The resulting B. licheniformis strain is deleted for the target gene and is spectinomycin resistant, insensitive to 5-fluoro-cytosine, sensitive to kanamycin.

In a next step, the spectinomycin resistance marker can be removed by resolvase (creresolvase) mediated marker recycling.

In contrast to other physical methods of DNA transfer like electroporation or protoplast transformation, conjugative DNA transfer renders the recipient cell ready for DNA uptake and DNA recombination by this enabling specific gene deletion/gene integration via this suicide approach.

Moreover, this method allows to construct gene-expression cassettes under the control of strong promoters, where a very low copy number in the B. subtilis donor strain is absolutely necessary for stable maintenance. As outlined the plasmid copy number is controlled in trans via repF expression levels in the cell. Upon conjugative transfer, a suicide plasmid is created in the recipient cell and the strong gene expression cassette is directly integrated into the genome without a multi-copy plasmid intermediate which would lead to selection of cells with mutations within the gene expression cassette.

Claims

1.-16. (canceled)

17. A plasmid copy number control host system, comprising a prokaryotic host, wherein the prokaryotic host comprises a first plasmid, wherein the first plasmid includes

an origin of replication activatable by a plasmid replication initiator protein (Rep);

an expression cassette comprising a promoter, a first cop gene coding for a repressor of the promoter and a rep gene coding for the plasmid Rep; and optionally on a helper plasmid, a further cop gene, wherein the first or the further cop gene is under control of an inducible promoter.

18. The plasmid copy number control host system according to claim 17, wherein the first plasmid further comprises an integration sequence comprising a sequence for homologous recombination.

19. The plasmid copy number control host system according to claim 17, wherein the first plasmid further comprises a selectable marker.

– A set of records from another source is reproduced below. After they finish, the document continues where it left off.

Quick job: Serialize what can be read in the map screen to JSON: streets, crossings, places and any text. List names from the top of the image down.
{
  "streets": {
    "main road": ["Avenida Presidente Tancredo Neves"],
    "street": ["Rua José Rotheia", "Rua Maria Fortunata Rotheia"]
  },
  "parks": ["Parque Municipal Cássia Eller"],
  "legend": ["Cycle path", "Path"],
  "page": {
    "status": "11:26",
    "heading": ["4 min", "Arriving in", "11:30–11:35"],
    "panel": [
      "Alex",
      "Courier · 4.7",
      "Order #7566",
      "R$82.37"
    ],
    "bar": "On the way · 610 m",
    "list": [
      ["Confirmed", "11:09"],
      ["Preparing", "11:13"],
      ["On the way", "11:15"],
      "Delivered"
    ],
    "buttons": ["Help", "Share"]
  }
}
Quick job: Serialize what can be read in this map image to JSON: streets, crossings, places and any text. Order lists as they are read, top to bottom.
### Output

20. The plasmid copy number control host system according to claim 17, wherein the rep gene codes for a thermolabile Rep such that replication of the first plasmid is reduced when the prokaryotic host is cultivated at or above a non-permissible temperature.

21. A method of plasmid copy number control comprising the steps of

i) providing the plasmid copy number control host system according to claim 17; and

ii) inducing expression of the further cop gene to reduce a plasmid copy number to a desired level.

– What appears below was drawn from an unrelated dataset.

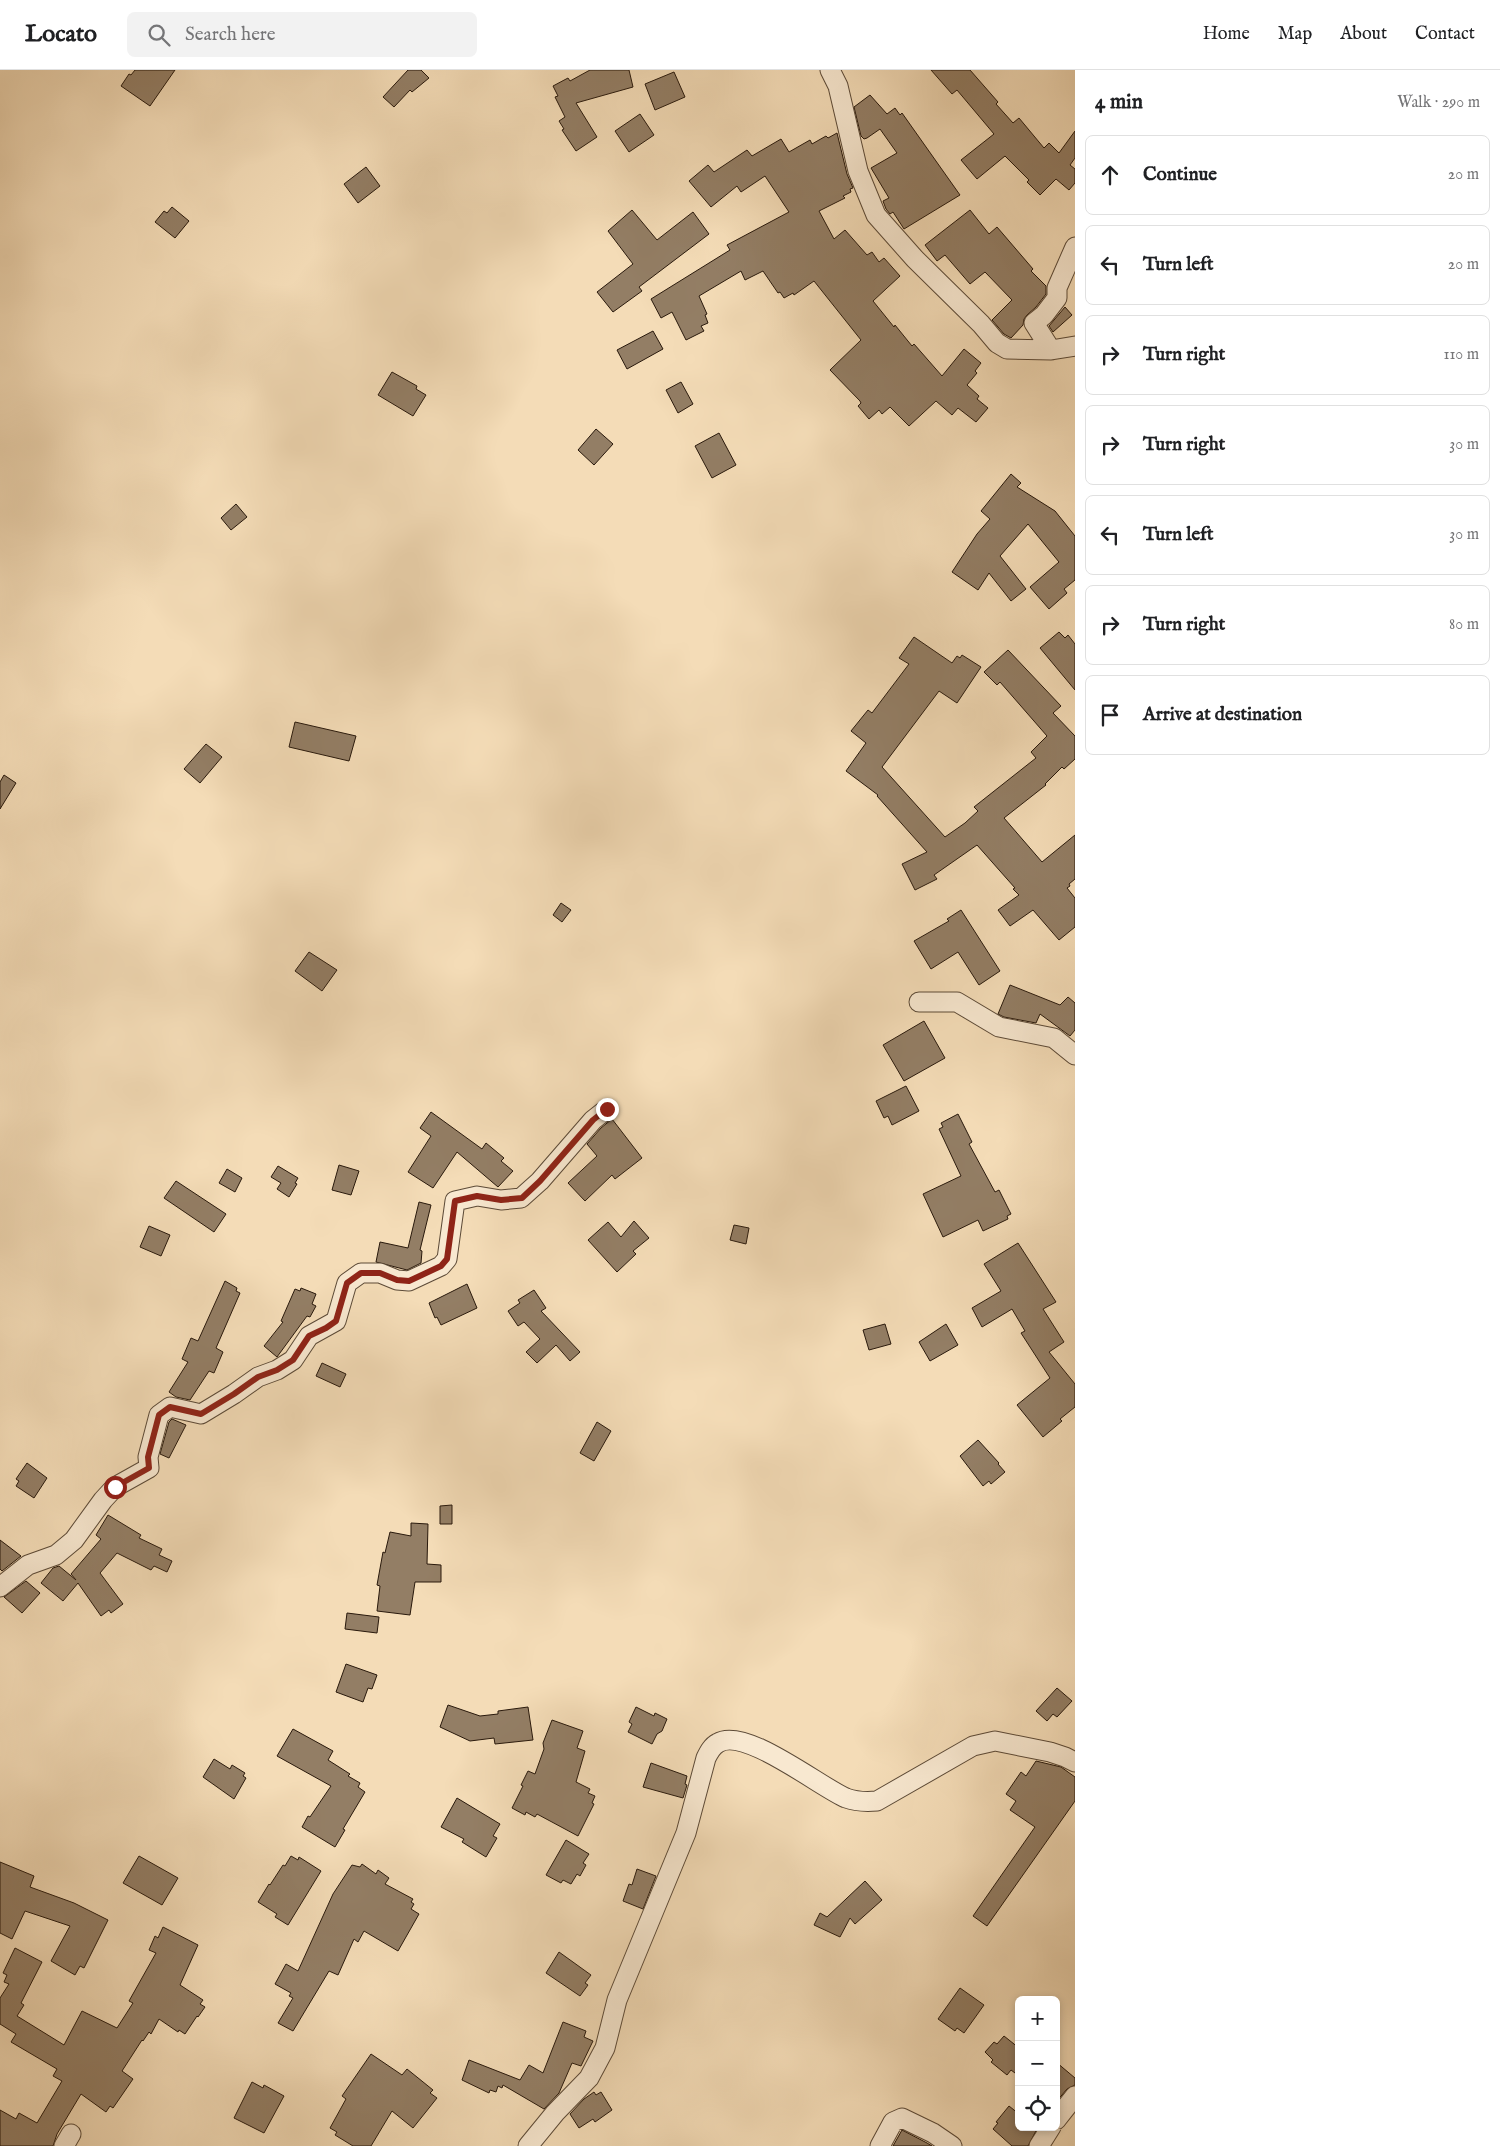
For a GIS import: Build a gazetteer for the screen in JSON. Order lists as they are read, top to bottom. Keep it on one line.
{"page":{"header":"Locato","search":"Search here","nav":["Home","Map","About","Contact"],"heading":["4 min","Walk · 290 m"],"list":[["Continue","20 m"],["Turn left","20 m"],["Turn right","110 m"],["Turn right","30 m"],["Turn left","30 m"],["Turn right","80 m"],"Arrive at destination"],"map_buttons":["+","−"]}}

22. An integration method comprising the steps of

i) providing the plasmid copy number control host system according to claim 17; and

ii) cultivating the plasmid copy number control host system at or above a non-permissible temperature in the presence of an inductor of the further cop gene and under selection pressure for a selectable marker.

23. The plasmid copy number control host system according to claim 17, wherein the prokaryotic host is of genus Bacillus.

24. The plasmid copy number control host system according to claim 17, wherein the further cop gene is under control of an inducible promoter.